▶ WHAT THE TASK REQUIRES
When a line in the data below includes "body", pick it out and copy it.

Data items
━━━━━━━━━━━━━━━━━━━━━━━━━━━━━━

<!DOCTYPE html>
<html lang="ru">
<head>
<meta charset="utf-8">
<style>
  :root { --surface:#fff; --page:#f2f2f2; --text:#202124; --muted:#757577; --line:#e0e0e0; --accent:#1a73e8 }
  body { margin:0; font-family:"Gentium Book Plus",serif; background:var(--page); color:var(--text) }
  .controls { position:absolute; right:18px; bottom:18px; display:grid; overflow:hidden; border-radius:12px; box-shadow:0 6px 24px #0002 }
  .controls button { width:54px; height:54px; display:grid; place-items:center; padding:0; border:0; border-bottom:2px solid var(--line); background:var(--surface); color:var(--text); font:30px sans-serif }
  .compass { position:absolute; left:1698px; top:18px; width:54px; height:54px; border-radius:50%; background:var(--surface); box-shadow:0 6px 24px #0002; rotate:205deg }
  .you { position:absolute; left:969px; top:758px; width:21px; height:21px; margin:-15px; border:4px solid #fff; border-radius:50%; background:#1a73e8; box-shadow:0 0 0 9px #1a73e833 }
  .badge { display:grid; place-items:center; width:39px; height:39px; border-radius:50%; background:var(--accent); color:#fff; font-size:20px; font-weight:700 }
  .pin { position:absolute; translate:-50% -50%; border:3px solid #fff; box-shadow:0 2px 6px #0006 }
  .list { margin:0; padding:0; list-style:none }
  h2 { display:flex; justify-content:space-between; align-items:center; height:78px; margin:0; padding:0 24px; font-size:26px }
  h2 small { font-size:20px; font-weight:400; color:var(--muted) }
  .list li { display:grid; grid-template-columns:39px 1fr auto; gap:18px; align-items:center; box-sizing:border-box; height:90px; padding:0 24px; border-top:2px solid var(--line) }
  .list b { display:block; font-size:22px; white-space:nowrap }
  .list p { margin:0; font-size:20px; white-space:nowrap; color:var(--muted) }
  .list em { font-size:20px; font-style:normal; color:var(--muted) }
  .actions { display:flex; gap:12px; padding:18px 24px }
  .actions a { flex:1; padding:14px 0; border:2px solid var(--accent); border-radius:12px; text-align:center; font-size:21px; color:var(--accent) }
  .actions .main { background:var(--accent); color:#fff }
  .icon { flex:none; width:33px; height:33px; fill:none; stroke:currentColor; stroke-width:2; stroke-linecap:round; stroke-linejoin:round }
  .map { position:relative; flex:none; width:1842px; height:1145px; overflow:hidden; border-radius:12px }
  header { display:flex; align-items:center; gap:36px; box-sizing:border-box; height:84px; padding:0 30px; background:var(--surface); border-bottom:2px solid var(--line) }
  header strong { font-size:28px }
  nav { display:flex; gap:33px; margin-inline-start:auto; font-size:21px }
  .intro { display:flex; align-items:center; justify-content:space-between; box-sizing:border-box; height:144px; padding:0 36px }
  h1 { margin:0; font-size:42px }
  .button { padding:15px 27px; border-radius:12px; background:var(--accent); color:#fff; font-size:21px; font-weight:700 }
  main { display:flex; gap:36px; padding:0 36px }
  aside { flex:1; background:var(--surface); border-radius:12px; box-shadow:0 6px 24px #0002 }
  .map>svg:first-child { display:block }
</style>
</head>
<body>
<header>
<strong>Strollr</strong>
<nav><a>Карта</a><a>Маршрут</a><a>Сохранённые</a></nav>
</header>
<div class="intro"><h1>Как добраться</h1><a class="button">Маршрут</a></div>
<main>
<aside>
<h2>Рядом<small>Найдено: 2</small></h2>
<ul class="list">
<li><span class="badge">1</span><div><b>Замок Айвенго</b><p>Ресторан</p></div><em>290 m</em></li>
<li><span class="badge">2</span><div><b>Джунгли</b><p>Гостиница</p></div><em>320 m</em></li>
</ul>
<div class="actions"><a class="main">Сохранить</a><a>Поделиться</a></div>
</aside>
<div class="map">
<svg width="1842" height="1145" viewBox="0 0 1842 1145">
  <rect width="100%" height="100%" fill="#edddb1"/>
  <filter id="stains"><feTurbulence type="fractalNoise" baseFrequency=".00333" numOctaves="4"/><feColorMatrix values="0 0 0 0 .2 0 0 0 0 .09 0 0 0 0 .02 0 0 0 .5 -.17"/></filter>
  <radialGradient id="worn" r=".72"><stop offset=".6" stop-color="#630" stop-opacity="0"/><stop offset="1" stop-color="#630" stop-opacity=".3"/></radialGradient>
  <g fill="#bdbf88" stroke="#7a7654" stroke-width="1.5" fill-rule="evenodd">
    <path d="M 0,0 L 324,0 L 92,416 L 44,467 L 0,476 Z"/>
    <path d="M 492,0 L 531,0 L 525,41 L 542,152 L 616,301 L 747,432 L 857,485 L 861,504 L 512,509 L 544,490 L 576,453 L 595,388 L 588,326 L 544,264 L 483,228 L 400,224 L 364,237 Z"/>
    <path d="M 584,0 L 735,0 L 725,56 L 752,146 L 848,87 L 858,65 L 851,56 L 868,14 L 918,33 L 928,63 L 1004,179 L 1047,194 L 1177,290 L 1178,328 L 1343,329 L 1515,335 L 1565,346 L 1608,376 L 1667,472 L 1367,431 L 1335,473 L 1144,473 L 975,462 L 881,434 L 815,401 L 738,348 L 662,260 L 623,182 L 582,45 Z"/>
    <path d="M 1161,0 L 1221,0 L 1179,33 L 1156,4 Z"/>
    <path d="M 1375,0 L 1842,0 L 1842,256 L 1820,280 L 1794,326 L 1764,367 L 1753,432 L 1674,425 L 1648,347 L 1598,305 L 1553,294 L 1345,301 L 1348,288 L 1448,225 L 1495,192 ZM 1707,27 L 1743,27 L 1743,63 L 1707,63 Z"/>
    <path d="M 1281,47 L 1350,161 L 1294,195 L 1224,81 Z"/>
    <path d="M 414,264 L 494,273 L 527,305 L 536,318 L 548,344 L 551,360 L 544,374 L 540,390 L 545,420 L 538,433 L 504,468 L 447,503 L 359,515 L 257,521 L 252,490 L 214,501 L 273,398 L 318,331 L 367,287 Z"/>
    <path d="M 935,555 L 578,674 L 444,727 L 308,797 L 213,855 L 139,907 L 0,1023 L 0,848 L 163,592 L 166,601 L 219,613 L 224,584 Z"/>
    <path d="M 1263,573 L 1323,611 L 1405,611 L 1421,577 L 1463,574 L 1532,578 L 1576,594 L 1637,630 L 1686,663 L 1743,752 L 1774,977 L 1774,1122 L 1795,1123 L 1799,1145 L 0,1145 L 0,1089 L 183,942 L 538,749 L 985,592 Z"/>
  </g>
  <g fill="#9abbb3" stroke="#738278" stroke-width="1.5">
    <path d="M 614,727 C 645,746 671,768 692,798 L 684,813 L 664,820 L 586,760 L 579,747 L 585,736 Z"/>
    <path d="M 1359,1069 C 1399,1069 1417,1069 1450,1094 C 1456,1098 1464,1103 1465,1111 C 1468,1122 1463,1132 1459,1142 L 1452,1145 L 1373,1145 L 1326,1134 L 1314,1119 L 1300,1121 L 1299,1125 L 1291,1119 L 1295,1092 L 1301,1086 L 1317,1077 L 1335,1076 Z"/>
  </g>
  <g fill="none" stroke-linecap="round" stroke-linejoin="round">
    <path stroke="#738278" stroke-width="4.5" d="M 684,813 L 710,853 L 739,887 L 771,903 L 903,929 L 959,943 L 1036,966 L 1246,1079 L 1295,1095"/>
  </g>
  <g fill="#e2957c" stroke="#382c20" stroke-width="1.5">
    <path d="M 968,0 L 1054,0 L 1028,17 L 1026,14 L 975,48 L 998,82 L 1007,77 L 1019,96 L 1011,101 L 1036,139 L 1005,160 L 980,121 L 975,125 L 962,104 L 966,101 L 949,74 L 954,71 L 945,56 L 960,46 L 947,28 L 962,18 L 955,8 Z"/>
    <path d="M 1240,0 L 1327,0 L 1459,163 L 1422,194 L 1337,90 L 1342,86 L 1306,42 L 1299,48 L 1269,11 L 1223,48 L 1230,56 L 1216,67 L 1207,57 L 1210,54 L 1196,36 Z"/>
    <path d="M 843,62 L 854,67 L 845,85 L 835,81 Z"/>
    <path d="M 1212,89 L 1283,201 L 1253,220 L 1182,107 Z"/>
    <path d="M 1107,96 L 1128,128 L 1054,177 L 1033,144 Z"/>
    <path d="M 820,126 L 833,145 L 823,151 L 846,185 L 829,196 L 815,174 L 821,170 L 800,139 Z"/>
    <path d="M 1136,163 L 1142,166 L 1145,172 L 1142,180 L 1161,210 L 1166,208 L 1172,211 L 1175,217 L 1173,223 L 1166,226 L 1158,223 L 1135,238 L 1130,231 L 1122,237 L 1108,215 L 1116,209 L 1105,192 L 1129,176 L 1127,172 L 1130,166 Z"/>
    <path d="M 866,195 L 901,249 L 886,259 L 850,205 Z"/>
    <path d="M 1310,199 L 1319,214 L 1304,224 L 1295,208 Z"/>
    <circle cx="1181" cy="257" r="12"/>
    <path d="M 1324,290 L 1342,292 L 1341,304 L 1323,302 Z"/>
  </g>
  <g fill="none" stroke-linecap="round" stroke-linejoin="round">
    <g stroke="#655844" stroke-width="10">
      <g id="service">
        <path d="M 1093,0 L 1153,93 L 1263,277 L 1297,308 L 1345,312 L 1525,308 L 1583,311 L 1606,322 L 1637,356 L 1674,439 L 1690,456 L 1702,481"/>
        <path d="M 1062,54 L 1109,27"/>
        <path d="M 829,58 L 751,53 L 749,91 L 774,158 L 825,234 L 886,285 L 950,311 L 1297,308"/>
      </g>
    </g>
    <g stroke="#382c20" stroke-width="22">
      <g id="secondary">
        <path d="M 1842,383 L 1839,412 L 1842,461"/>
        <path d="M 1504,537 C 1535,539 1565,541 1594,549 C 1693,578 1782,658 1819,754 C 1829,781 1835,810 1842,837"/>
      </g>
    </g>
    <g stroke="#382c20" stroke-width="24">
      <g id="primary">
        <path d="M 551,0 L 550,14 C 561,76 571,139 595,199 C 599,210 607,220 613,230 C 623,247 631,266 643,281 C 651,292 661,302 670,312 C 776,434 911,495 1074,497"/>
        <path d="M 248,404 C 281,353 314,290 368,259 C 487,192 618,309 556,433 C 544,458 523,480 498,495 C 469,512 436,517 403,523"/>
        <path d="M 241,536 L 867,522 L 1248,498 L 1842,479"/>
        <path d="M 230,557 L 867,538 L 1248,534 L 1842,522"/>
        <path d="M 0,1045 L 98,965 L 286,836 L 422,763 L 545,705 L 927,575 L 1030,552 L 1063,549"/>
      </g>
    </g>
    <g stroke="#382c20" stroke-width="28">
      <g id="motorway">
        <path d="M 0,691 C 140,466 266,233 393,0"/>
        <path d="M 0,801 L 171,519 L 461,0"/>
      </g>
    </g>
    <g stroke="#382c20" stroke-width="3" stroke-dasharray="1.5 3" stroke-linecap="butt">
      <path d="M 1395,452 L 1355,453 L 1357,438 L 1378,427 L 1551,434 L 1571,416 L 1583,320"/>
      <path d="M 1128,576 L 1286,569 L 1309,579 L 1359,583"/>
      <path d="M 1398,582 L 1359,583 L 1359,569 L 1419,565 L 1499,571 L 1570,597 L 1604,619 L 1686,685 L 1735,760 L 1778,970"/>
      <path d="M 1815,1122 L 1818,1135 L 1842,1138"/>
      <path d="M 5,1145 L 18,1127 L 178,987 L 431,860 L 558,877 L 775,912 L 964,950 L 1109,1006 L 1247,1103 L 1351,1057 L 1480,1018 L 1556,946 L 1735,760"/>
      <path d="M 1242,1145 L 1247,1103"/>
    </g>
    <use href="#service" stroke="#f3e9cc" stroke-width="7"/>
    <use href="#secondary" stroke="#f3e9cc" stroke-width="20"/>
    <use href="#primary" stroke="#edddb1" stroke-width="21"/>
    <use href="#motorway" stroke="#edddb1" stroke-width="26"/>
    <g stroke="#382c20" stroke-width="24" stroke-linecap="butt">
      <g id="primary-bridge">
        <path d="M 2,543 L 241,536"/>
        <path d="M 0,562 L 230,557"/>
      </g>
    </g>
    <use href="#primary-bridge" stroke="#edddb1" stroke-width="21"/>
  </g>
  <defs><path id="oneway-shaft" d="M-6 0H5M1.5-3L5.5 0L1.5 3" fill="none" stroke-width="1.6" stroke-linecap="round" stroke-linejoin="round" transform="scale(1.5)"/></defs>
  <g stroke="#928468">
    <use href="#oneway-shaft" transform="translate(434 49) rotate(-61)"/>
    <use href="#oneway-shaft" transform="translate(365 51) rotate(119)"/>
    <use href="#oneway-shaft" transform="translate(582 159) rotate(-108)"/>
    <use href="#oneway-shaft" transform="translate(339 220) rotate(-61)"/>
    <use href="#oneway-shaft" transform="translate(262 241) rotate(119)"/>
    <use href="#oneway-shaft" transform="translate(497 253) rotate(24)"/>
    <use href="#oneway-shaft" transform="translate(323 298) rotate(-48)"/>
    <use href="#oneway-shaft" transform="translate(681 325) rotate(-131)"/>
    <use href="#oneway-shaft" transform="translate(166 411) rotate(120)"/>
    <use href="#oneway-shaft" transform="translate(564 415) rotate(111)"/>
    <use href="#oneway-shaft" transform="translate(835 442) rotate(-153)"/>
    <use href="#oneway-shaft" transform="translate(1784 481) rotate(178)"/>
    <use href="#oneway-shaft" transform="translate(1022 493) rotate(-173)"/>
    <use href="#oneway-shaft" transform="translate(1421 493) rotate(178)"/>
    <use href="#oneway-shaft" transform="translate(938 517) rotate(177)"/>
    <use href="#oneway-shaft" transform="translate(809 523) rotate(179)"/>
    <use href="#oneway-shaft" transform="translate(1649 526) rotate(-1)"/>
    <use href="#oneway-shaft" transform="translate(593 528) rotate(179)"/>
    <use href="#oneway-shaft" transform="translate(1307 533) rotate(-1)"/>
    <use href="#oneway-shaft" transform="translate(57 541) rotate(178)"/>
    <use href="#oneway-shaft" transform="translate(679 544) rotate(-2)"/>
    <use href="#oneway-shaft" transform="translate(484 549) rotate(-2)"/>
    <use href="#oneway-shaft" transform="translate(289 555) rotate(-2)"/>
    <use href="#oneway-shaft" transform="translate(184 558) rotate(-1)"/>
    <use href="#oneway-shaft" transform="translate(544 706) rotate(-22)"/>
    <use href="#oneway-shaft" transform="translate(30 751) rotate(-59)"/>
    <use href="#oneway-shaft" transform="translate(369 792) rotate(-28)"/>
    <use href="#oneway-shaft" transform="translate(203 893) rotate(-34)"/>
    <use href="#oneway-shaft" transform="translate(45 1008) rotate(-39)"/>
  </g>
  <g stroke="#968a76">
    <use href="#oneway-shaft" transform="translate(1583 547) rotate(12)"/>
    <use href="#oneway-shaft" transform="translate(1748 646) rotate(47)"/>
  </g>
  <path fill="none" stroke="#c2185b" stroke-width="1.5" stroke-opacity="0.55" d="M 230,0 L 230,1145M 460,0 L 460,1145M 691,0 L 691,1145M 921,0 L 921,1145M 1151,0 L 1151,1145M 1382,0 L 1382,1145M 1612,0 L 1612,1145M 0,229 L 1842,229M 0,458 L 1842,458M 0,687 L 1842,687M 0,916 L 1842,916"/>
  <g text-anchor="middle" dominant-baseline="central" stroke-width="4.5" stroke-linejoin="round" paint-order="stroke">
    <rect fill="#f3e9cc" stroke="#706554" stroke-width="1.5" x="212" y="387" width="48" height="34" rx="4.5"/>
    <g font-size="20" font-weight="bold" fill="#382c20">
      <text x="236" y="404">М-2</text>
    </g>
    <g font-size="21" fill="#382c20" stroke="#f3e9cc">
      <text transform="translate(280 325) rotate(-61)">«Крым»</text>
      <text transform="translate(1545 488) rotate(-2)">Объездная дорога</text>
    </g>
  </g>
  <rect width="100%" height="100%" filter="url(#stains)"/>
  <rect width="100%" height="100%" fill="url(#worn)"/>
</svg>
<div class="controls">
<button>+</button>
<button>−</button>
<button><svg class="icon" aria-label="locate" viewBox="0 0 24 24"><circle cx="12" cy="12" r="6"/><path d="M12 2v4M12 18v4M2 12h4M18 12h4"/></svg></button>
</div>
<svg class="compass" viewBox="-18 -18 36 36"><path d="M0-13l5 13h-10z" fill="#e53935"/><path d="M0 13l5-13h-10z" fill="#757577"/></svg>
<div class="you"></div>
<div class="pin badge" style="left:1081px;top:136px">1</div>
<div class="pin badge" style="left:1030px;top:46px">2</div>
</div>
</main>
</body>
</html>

━━━━━━━━━━━━━━━━━━━━━━━━━━━━━━

▶ COMPLETED EXERCISE
  body { margin:0; font-family:"Gentium Book Plus",serif; background:var(--page); color:var(--text) }
<body>
</body>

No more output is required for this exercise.